In Coppa del Mondo ha esordito il 28 dicembre 2007 nel gigante di Lienz, la stessa gara in cui debutta Federica Brignone. Il suo primo podio nel Circo Rosa è già leggendario nella discesa di St. Moritz del 2 febbraio 2008, la sua quarta gara nel massimo circuito e la prima nella specialità, cade prima del traguardo e nonostante questo si classifica terza a soli 35 centesimi dalla vincitrice Tina Maze e a uno dall’austriaca Maria Holaus.

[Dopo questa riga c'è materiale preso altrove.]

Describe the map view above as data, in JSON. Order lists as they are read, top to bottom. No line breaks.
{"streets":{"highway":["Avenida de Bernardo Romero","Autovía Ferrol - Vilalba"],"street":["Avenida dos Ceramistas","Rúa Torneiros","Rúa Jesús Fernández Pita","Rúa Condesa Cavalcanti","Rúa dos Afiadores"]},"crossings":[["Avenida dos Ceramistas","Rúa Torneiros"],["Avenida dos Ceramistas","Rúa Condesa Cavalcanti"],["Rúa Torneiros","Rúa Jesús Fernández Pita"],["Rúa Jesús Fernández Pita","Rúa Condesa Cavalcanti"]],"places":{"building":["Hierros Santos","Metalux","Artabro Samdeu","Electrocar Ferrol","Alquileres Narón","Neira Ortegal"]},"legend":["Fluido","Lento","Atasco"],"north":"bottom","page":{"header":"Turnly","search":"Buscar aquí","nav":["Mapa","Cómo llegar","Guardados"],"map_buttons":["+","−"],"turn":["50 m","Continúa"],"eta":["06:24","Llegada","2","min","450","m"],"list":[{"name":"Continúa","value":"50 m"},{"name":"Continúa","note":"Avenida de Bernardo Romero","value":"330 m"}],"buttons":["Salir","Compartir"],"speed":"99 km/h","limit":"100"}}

Da quel momento solo tre gravi infortuni (una lussazione all’anca destra che le fa saltare tutta la stagione olimpica 2009-2010, il ginocchio sinistro distrutto una prima volta nel riscaldamento della combinata dei Mondiali di casa del 2017 a St. Moritz e la seconda volta lo scorso autunno) spezzano una serie impressionante di successi: 48 gare vinte in Coppa del Mondo, la prima nel superG di St. Moritz del 20 dicembre 2008, l’ultima nel gigante di Sun Valley del 25 marzo 2025 e grazie a questo trionfo è la prima donna di sempre a vincere almeno dieci gare in tre specialità: 13 discese, 24 superG e 10 giganti, ed è anche riuscita a vincere una combinata. I suoi podi sono 101, 24 in discesa, 45 in superG, 29 in gigante, 2 in combinata, 1 in parallelo, l’ultimo è il terzo posto nel gigante di Soelden del 25 ottobre 2025, la sua ultima gara, anche se in quel momento nessuno poteva saperlo.
Si è portata a casa due Coppe del Mondo generali nel 2016 e nel 2024, sei di superG nel 2014, 2016, 2021, 2023, 2024 e 2025, e una di gigante nel 2024. Nove le sue medaglie mondiali: il doppio argento in combinata e in discesa nel 2009, l’argento in superG nel 2013, il bronzo in discesa nel 2015, il bronzo in superG nel 2017, il doppio oro in superG e gigante a Cortina d’Ampezzo nel 2021, cui aggiunse il bronzo in discesa, e l’argento nella gara a squadre del 2025. Ai Giochi olimpici è stata bronzo in discesa nel 2014 e poi nel 2022, dopo il bronzo in gigante, nel superG ha finalmente vinto l’unico trofeo che le mancava, l’oro a cinque cerchi. No, forse ce n’è uno che non ha mai conquistato: la coppa di discesa, nella classifica della quale è finita tre volte sul podio.
Una campionessa immensa, dagli atteggiamenti talvolta controversi tanto che nel resto della Svizzera non è mai stata amatissima ma dal carisma indiscutibile e dal talento cristallino, plasmato da papà Pauli fin da quando era piccolissima.